Save a Prayer
by generalquistis.
Author's Note: Be nice. I don't like criticism. I just wrote this for fun. LxWedy. Sort of like a songfic but I only used a few lines from Duran Duran's "Save a Prayer".
oOoOo
Don't say a prayer for me now.
It's probably improper for me to pursue such feelings for a person like L because I believe we have always looked at each other in a professional kind of way. Still, I hoped there would be changes.
He warned me about the danger of helping him out in the Kira case. But I'm stubborn. I never listen to his warnings, yet I still do whatever he tells me to. Everything to please L Lawliet.
How do I know his real name? Of course I do. I was once a part of that house where we all grew up. But I was not an orphan. I just went there for a couple of years to study with them. To give it a shot.
My father knew I was "gifted" ever since he found out that I am capable of doing sneaky things. So from Colorado, he flew me over to Winchester, England. He donated a good sum of money to Wammy's House—to Roger and Watari, just so they can take a non-orphan but brilliantly gifted American girl under their care for at least 4 years.
Watari must have known I had the talent, I still don't know how, though. But it was a start.
I was 12 and L was 7 back then. I was one of the older kids around the house next to Aiber, who was 17. I was one of the quiet children around the house, probably because I felt I didn't fit in among the orphans. I couldn't talk about my life with my parents. Another thing is, they gave me a new name, since the rule is: nobody calls anybody by their real name in Wammy's House.
Despite how I look at present, I was never the popular girl, not even back in my home town, and most definitely not when I entered Wammy's House as a special student. Since I was mostly alone, I'd spend my days studying by myself and then sneaking into the kitchen to steal cookies, chocolates, and other sweets and take all of them back to my room.
The only kid who discovered about my little heist was L. He promised not to tell anyone if I shared my goodies with him.
It was the start of our partnership.
In fact, he kept his promise even when Roger and Watari finally suspected me of stealing chocolates. L proved to them that it was not me. I still do not know whether they believed it or not.
When it was time for me to return to Colorado, I was reluctant to leave L. He must have known a lot of things about me even before I knew about them. Before I left, he said that if I should find myself in trouble, he'd come and help me out.
He must have seen through my father's intentions when he sent me to Wammy's House. Daddy sent me there to hone my skills so I can steal for him and his mafia.
By the time I was 18, I was convicted of theft. It was the first time I have ever been caught; but L pulled some strings and turned the evidence away from my direction. I was free.
But I wanted to see him.
Still, there was no way. It's like he kept himself a big secret from the entire world that I am not even allowed to see him. I thought he had forgotten about me until I received a message from Watari one day, asking if I could help them out in the Kira case. At first I was reluctant, but then a second message was sent. This time, it was from L. He said he needed my help.
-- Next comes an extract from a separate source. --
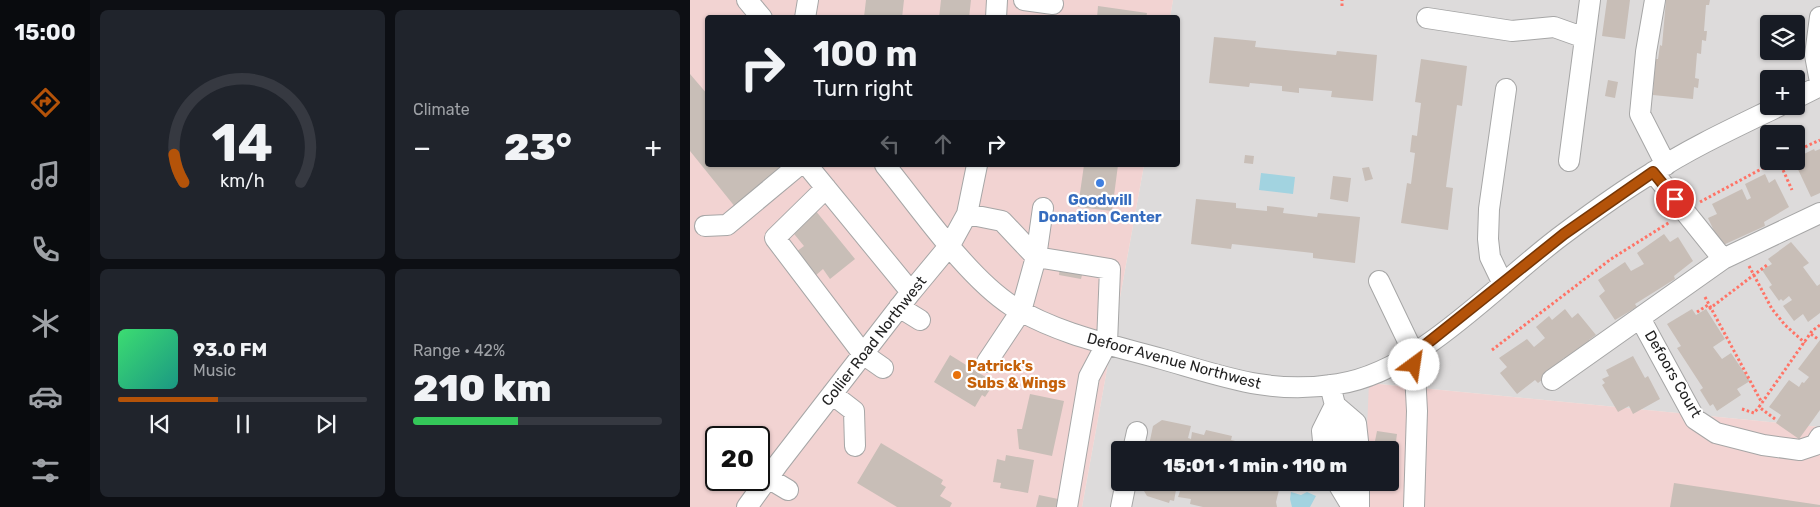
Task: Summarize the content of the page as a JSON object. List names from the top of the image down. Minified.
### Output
{"streets":{"street":["Collier Road Northwest","Defoor Avenue Northwest","Defoors Court"]},"crossings":[["Collier Road Northwest","Defoor Avenue Northwest"]],"places":["Goodwill Donation Center","Patrick's Subs & Wings"],"page":{"tabs":"15:00","tile":["Climate",["Range · 42%","210 km"]],"map_buttons":["+","−"],"turn":["100 m","Turn right"],"heat":["−","23°","+"],"song":["93.0 FM","Music"],"limit":"20","trip":"15:01 · 1 min · 110 m","gauge":["14","km/h"]}}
So I showed up with Aiber, who they also hired to help them out.
Don't ask me why I'll keep my promise.
Dear sweet L. You never changed a bit. Still as weird, strange, yet beautiful. But that's what I found so very appealing on you.
But we're running out of time in this crowded room we share.
As we're working on this case, it always feels like we're going to die tomorrow or an hour from now. So how can I make the most out of my time with L without anybody else around?
There was no way.
And you wanted to dance, so I asked you to dance; but fear is in your soul.
On the evening of November 4, 2004, I went over to L's side. He was alone and watching previous surveillance tapes on Misa and Light. Watari was in another surveillance room doing his own work. I know because I went there before going to where L is.
As for L, he had fallen asleep on his chair. He looked so precious.
It reminded me of the times when he would sneak into my room late at night just to eat sweets, and he would fall asleep with me.
As I was looking at him, I felt as if it would be the last time that I'd see him. Watari gave me a new task. He said it's from L. L said that I should do some more spy work for him. So I went to him to ask what kind of work… only to find him asleep.
As I gazed down at him, I had this strange feeling come over me. It was the feeling of uncertainty and fear.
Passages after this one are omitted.